Answering the call


For the past four decades, Thompson Valley Emergency Medical Services has been coming to the rescue in Berthoud and Loveland, delivering critical care and assistance to patients in urgent need. With more than 80 employees manning six stations and 12 ambulances, the agency responds to around 15,000 calls per year in a territory spanning 450 square miles.

But Thompson Valley EMS does more than provide medical care in the community, said Battalion Chief Cheryl Feyen, a 32-year veteran of the agency. In addition to formal programs, like TVEMS CARES, staff also provide personalized outreach and education to patients with needs that go beyond an ambulance ride.

Feyen joined TVEMS in 1991 and has enjoyed what she called a “very rewarding and engaging” career ever since.

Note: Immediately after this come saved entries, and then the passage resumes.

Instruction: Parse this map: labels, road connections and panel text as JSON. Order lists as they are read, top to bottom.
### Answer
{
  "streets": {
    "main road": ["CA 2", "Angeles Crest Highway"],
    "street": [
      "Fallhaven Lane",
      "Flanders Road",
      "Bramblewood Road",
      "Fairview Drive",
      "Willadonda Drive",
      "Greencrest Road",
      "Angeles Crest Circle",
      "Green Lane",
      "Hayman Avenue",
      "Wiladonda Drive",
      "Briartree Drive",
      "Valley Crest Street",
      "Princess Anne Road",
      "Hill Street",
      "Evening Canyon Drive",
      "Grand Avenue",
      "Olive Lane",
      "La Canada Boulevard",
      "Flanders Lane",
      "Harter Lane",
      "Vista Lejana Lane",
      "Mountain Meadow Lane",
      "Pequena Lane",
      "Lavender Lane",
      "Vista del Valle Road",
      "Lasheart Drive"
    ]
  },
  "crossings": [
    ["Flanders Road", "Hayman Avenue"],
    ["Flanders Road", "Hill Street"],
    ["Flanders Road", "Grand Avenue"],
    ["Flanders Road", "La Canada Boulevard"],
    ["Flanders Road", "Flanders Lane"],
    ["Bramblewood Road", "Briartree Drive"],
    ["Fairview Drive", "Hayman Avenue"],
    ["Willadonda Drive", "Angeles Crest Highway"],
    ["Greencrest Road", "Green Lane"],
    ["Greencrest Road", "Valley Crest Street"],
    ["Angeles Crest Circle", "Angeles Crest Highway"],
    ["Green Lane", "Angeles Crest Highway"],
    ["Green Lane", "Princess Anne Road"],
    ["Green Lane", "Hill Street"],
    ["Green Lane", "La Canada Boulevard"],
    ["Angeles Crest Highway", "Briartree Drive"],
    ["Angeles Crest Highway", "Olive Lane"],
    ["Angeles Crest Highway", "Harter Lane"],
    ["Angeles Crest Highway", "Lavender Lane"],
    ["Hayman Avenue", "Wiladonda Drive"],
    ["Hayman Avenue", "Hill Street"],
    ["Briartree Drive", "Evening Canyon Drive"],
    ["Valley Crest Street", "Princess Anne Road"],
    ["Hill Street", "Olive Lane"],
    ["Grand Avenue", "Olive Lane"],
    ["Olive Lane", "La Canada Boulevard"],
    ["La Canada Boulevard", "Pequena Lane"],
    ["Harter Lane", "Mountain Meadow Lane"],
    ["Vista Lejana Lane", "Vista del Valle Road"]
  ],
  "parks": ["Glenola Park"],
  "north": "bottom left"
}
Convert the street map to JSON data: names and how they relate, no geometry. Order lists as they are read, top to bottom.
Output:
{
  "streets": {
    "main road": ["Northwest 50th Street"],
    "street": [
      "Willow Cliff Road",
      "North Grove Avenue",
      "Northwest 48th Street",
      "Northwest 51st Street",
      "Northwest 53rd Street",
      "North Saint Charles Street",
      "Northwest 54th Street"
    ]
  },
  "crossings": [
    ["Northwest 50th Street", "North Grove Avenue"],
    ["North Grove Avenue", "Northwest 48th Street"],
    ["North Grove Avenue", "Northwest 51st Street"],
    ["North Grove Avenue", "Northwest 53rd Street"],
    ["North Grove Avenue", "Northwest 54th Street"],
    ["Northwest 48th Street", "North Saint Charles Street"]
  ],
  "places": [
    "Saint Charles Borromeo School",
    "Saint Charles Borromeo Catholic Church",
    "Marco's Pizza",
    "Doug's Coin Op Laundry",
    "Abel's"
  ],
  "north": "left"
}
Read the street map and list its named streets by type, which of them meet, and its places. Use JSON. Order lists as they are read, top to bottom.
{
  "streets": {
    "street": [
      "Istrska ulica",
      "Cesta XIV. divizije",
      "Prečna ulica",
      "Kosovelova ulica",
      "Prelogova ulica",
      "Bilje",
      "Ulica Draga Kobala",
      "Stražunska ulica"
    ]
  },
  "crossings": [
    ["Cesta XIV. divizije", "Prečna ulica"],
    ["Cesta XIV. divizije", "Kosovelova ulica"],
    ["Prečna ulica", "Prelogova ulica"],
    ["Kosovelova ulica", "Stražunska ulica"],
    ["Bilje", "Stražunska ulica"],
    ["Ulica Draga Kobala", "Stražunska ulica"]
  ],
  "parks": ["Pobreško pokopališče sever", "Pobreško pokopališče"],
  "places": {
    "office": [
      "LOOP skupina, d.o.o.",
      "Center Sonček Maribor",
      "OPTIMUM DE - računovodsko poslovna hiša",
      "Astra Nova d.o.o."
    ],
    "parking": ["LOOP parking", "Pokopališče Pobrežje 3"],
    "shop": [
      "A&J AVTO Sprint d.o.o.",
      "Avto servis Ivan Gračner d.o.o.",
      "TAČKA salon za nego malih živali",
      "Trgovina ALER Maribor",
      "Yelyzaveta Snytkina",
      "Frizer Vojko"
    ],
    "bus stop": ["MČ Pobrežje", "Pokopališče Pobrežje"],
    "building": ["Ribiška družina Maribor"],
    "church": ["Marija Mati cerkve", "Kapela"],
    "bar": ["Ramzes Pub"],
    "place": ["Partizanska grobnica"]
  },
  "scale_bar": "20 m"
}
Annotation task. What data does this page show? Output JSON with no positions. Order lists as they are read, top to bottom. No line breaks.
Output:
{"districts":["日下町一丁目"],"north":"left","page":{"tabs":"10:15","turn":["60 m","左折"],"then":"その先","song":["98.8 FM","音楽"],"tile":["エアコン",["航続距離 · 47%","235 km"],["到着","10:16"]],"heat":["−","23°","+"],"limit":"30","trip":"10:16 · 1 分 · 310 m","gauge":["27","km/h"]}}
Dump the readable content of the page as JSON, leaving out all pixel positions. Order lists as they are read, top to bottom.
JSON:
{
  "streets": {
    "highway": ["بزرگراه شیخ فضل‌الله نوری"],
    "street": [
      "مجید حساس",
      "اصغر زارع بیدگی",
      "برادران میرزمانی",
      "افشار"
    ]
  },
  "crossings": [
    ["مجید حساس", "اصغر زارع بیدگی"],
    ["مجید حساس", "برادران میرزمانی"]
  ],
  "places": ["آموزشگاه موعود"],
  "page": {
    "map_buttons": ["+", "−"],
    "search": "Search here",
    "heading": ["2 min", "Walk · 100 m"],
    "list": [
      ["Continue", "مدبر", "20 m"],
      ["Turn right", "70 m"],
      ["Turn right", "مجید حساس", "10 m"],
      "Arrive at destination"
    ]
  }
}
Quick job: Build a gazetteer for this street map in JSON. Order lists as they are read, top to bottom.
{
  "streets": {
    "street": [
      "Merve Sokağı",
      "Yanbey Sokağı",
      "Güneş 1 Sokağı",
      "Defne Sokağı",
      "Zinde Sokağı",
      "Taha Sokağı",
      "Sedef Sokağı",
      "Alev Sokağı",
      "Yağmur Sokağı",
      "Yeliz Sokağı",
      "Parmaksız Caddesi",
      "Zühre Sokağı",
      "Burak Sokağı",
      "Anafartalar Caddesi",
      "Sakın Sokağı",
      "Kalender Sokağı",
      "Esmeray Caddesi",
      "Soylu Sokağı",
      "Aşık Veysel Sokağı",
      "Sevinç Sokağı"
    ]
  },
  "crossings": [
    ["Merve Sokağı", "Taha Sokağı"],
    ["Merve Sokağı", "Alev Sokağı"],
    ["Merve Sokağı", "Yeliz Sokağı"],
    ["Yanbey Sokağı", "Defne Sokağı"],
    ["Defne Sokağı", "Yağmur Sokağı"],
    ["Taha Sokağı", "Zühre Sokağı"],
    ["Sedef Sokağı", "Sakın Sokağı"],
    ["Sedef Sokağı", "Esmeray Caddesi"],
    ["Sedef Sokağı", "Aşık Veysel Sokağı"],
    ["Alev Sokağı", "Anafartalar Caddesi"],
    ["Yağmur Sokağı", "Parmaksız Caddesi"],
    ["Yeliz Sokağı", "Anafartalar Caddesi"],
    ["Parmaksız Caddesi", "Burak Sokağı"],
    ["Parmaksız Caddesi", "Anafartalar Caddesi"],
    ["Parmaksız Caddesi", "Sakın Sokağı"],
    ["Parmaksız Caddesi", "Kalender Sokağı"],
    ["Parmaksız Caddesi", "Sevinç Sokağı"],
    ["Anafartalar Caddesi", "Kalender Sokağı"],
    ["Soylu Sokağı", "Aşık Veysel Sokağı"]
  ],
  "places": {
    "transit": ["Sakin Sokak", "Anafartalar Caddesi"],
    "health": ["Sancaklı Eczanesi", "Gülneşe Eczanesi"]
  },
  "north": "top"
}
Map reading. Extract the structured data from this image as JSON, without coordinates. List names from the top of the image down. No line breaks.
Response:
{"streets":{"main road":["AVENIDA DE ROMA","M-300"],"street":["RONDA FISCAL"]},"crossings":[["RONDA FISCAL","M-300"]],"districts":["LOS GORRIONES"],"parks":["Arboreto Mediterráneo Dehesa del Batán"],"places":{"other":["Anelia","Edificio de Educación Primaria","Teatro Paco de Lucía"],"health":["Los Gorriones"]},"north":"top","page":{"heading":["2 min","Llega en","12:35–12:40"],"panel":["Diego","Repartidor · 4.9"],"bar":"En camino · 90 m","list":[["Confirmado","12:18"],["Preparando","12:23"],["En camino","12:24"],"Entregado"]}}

She has been recognized for her performance several times, which she credited to “the support and opportunities presented by my agency and teammates.”

The Reporter-Herald caught up with Feyen to talk about her years of service with TVEMS and how the agency has strives to make the public safer.

What do you do on a day-to-day basis at TVEMS?

The day to day is the most exciting part of the job and what keeps me in EMS, as it is rarely the same, let alone monotonous or mundane. Day to day, I am honored to assure the front-line care providers have what they need to be successful for the day.  This could be anything from scheduling to assisting crews with patient care or sitting with family members as crews take care of their loved ones.

Can you share a particularly challenging or impactful moment you’ve experienced on the job?

Throughout my career, challenges have changed from the simple task of talking on the radio without embarrassing myself to the challenge of a sick cardiac patient as I grew in experience.  Perhaps one of the most impactful moments I’ve experienced was attempting to provide support to a patient with substance abuse that led to intermittent homelessness and unfortunately a tragic outcome.  Substance abuse touches so many areas of people’s lives and I pray for the day we have effective treatment plans.

What is something about your job or TVEMS that might surprise people?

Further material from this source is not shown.